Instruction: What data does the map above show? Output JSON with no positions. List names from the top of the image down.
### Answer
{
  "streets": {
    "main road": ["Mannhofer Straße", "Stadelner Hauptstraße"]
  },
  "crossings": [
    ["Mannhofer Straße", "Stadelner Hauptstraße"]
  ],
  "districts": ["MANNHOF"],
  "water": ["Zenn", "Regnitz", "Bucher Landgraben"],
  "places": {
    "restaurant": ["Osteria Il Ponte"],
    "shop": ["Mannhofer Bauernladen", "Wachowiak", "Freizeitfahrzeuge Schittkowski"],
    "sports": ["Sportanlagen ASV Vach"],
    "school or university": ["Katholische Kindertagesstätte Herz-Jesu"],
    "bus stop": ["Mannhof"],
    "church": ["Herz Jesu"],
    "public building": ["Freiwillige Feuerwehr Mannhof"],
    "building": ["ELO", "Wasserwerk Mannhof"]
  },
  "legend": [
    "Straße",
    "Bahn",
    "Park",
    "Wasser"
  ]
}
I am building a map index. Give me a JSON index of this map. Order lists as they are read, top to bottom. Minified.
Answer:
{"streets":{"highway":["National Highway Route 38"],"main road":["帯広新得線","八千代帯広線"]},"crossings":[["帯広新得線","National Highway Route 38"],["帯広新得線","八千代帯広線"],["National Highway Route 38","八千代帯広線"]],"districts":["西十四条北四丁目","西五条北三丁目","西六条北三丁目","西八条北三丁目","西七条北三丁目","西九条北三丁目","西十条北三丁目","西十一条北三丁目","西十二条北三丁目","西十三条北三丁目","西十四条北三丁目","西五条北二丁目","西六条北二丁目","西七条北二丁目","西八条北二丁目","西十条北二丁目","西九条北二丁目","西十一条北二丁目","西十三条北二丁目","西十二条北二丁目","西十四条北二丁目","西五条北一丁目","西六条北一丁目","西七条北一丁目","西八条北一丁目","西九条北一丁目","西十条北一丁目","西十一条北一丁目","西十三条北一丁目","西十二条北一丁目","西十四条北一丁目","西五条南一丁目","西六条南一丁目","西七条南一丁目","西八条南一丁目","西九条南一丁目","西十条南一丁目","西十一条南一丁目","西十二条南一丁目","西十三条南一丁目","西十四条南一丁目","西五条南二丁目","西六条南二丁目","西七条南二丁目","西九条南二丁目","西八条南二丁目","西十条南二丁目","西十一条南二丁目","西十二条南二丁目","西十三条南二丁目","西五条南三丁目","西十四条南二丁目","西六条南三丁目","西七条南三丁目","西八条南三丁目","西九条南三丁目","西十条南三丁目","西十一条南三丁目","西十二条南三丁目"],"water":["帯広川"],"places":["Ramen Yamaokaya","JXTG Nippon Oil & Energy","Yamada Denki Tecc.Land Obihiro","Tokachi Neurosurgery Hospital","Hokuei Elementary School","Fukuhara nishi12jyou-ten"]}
================
Assignment :: Each record shown above is to be given again exactly.

Exercise response ::
Instruction: What data does the map above show? Output JSON with no positions. List names from the top of the image down.
### Answer
{
  "streets": {
    "main road": ["Mannhofer Straße", "Stadelner Hauptstraße"]
  },
  "crossings": [
    ["Mannhofer Straße", "Stadelner Hauptstraße"]
  ],
  "districts": ["MANNHOF"],
  "water": ["Zenn", "Regnitz", "Bucher Landgraben"],
  "places": {
    "restaurant": ["Osteria Il Ponte"],
    "shop": ["Mannhofer Bauernladen", "Wachowiak", "Freizeitfahrzeuge Schittkowski"],
    "sports": ["Sportanlagen ASV Vach"],
    "school or university": ["Katholische Kindertagesstätte Herz-Jesu"],
    "bus stop": ["Mannhof"],
    "church": ["Herz Jesu"],
    "public building": ["Freiwillige Feuerwehr Mannhof"],
    "building": ["ELO", "Wasserwerk Mannhof"]
  },
  "legend": [
    "Straße",
    "Bahn",
    "Park",
    "Wasser"
  ]
}
I am building a map index. Give me a JSON index of this map. Order lists as they are read, top to bottom. Minified.
Answer:
{"streets":{"highway":["National Highway Route 38"],"main road":["帯広新得線","八千代帯広線"]},"crossings":[["帯広新得線","National Highway Route 38"],["帯広新得線","八千代帯広線"],["National Highway Route 38","八千代帯広線"]],"districts":["西十四条北四丁目","西五条北三丁目","西六条北三丁目","西八条北三丁目","西七条北三丁目","西九条北三丁目","西十条北三丁目","西十一条北三丁目","西十二条北三丁目","西十三条北三丁目","西十四条北三丁目","西五条北二丁目","西六条北二丁目","西七条北二丁目","西八条北二丁目","西十条北二丁目","西九条北二丁目","西十一条北二丁目","西十三条北二丁目","西十二条北二丁目","西十四条北二丁目","西五条北一丁目","西六条北一丁目","西七条北一丁目","西八条北一丁目","西九条北一丁目","西十条北一丁目","西十一条北一丁目","西十三条北一丁目","西十二条北一丁目","西十四条北一丁目","西五条南一丁目","西六条南一丁目","西七条南一丁目","西八条南一丁目","西九条南一丁目","西十条南一丁目","西十一条南一丁目","西十二条南一丁目","西十三条南一丁目","西十四条南一丁目","西五条南二丁目","西六条南二丁目","西七条南二丁目","西九条南二丁目","西八条南二丁目","西十条南二丁目","西十一条南二丁目","西十二条南二丁目","西十三条南二丁目","西五条南三丁目","西十四条南二丁目","西六条南三丁目","西七条南三丁目","西八条南三丁目","西九条南三丁目","西十条南三丁目","西十一条南三丁目","西十二条南三丁目"],"water":["帯広川"],"places":["Ramen Yamaokaya","JXTG Nippon Oil & Energy","Yamada Denki Tecc.Land Obihiro","Tokachi Neurosurgery Hospital","Hokuei Elementary School","Fukuhara nishi12jyou-ten"]}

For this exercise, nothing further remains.